→ **EXTRACTED ENTRIES**:
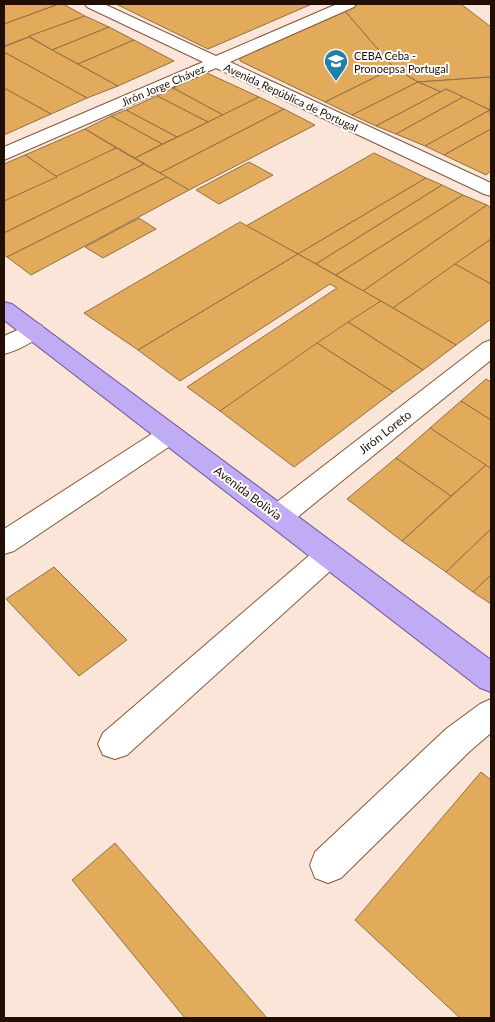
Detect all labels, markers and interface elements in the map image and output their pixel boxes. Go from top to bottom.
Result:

---

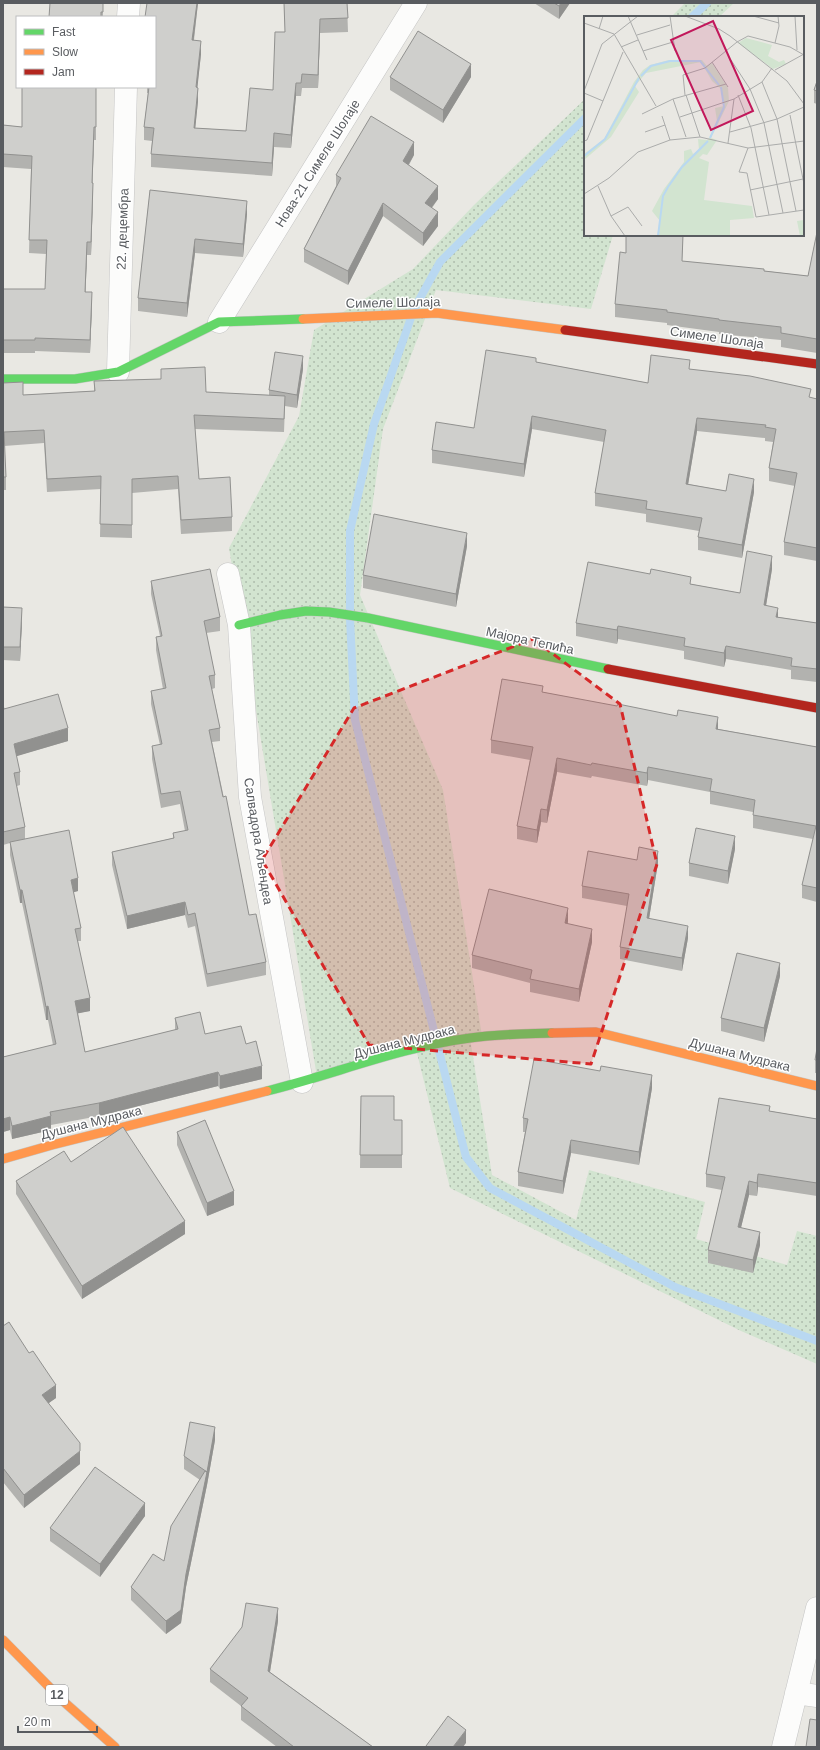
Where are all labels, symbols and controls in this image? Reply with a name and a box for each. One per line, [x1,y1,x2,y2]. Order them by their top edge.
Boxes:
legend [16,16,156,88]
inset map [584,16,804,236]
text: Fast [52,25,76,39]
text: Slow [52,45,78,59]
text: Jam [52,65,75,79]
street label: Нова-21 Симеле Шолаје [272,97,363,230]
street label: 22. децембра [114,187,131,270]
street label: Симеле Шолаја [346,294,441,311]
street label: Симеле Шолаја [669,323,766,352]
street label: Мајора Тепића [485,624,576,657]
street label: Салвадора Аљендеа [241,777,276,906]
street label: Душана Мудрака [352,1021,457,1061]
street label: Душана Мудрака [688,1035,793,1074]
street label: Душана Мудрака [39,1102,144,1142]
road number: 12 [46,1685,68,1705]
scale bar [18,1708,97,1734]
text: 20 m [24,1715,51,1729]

--

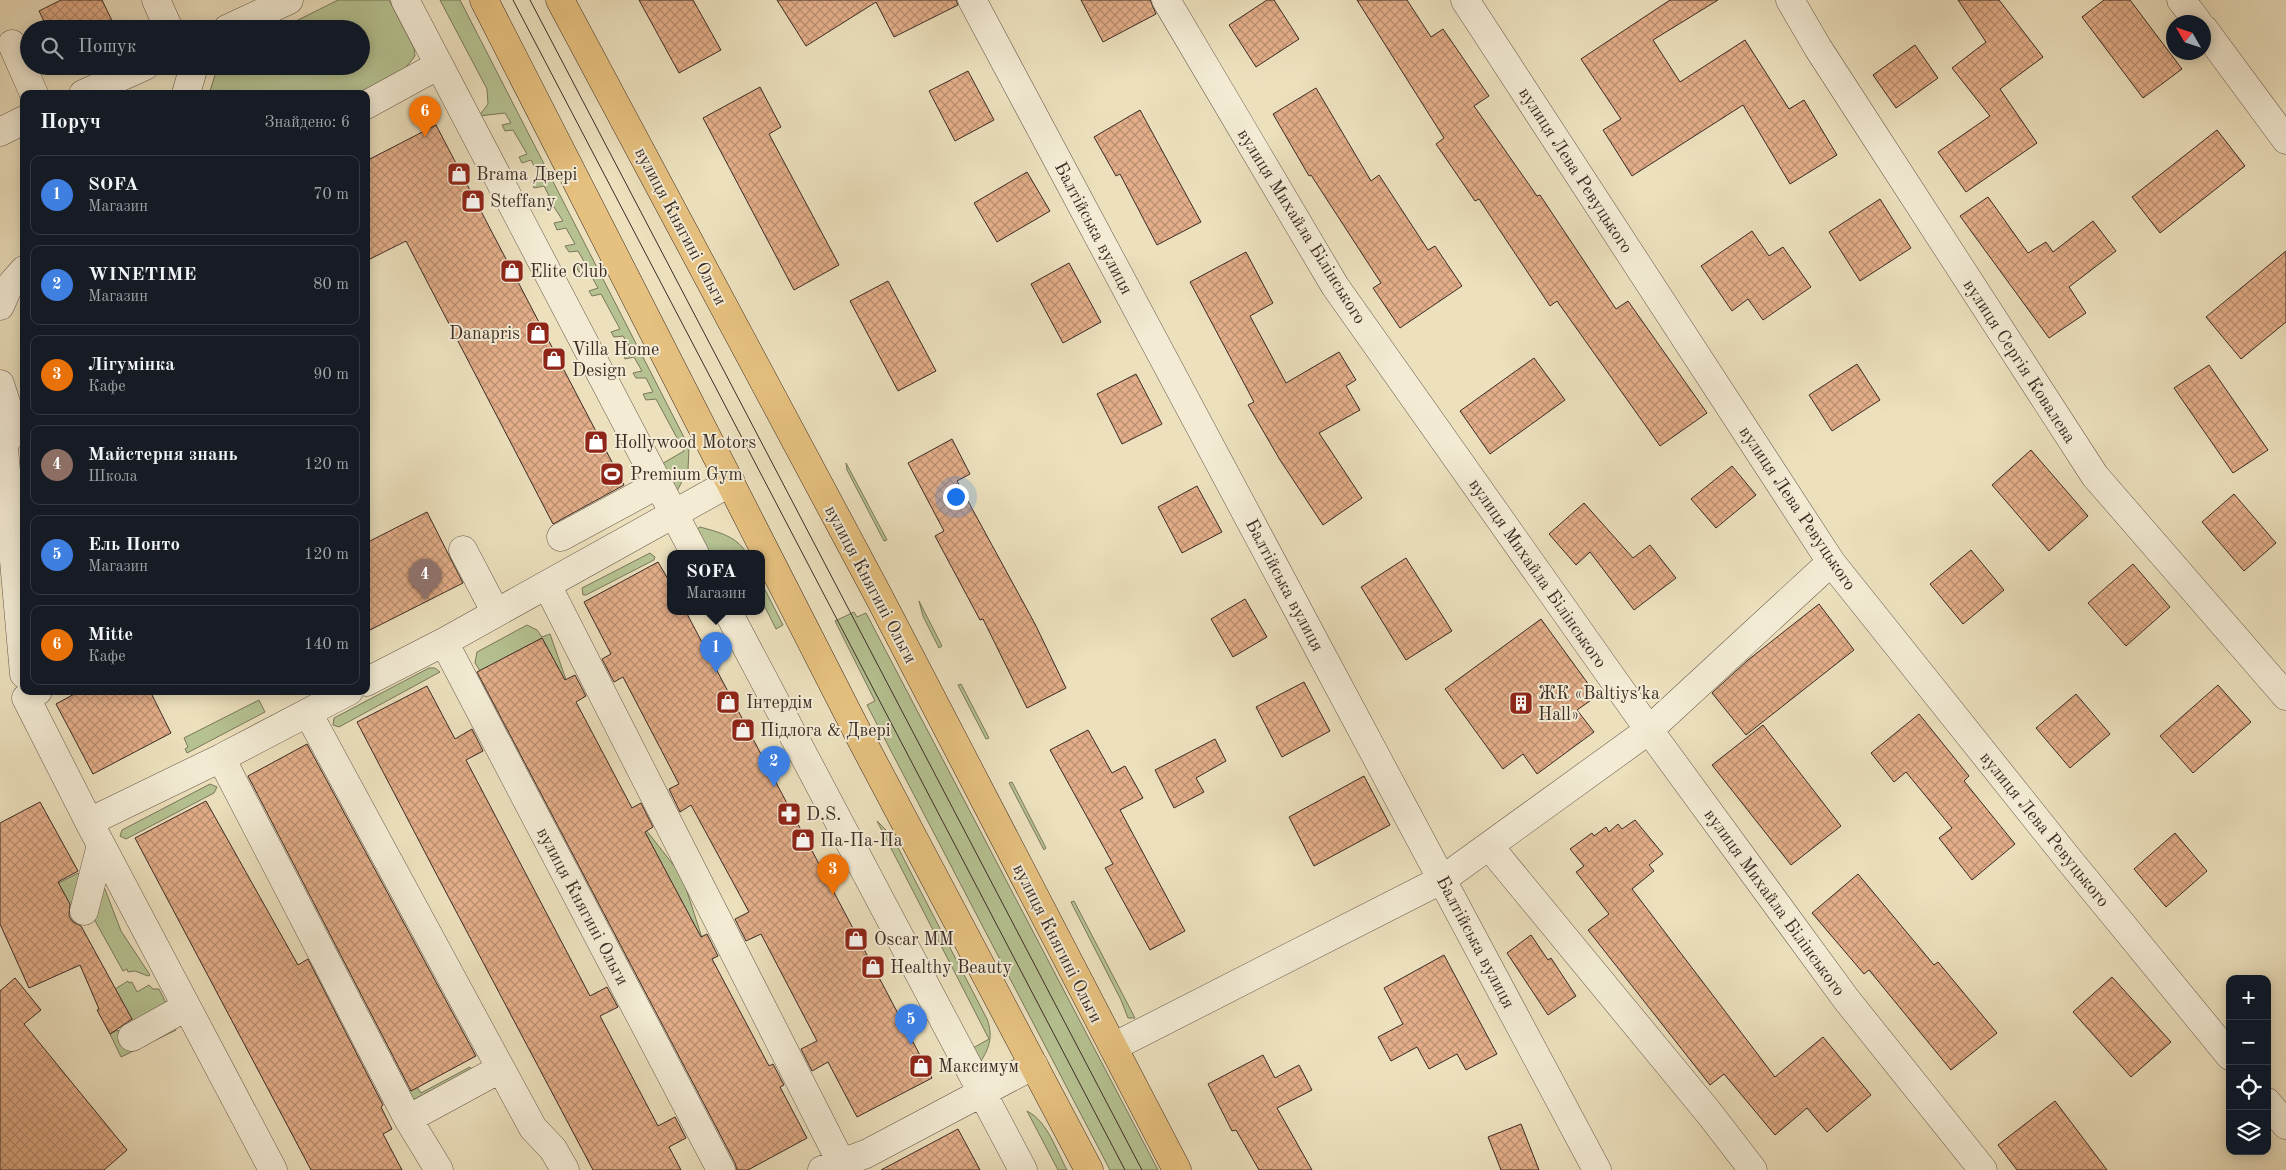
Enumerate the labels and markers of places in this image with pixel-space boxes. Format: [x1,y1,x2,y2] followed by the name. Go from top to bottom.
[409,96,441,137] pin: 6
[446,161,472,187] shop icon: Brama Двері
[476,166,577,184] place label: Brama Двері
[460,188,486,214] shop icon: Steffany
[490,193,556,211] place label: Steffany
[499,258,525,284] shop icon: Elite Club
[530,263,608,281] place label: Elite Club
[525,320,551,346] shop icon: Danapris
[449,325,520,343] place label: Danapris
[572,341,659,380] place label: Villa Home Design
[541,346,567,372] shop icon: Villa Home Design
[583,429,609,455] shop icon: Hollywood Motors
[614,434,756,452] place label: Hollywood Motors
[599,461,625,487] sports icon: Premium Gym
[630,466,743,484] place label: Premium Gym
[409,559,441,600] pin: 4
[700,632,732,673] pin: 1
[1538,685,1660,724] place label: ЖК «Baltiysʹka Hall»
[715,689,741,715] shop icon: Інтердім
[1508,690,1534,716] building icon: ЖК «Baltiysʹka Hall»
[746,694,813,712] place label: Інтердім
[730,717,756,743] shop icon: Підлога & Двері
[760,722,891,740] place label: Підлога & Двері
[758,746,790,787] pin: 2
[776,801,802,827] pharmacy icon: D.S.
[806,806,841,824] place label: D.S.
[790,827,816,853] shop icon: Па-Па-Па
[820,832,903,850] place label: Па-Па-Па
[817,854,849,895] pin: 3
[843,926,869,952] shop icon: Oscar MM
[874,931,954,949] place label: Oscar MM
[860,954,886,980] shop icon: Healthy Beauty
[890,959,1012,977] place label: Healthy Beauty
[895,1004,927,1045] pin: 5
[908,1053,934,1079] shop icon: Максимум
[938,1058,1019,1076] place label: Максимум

→ **EXERCISE REQUIREMENTS**: Number of lines containing the word "their" in the material above: report this figure and nothing more.

→ **SOLUTION BELOW**: 2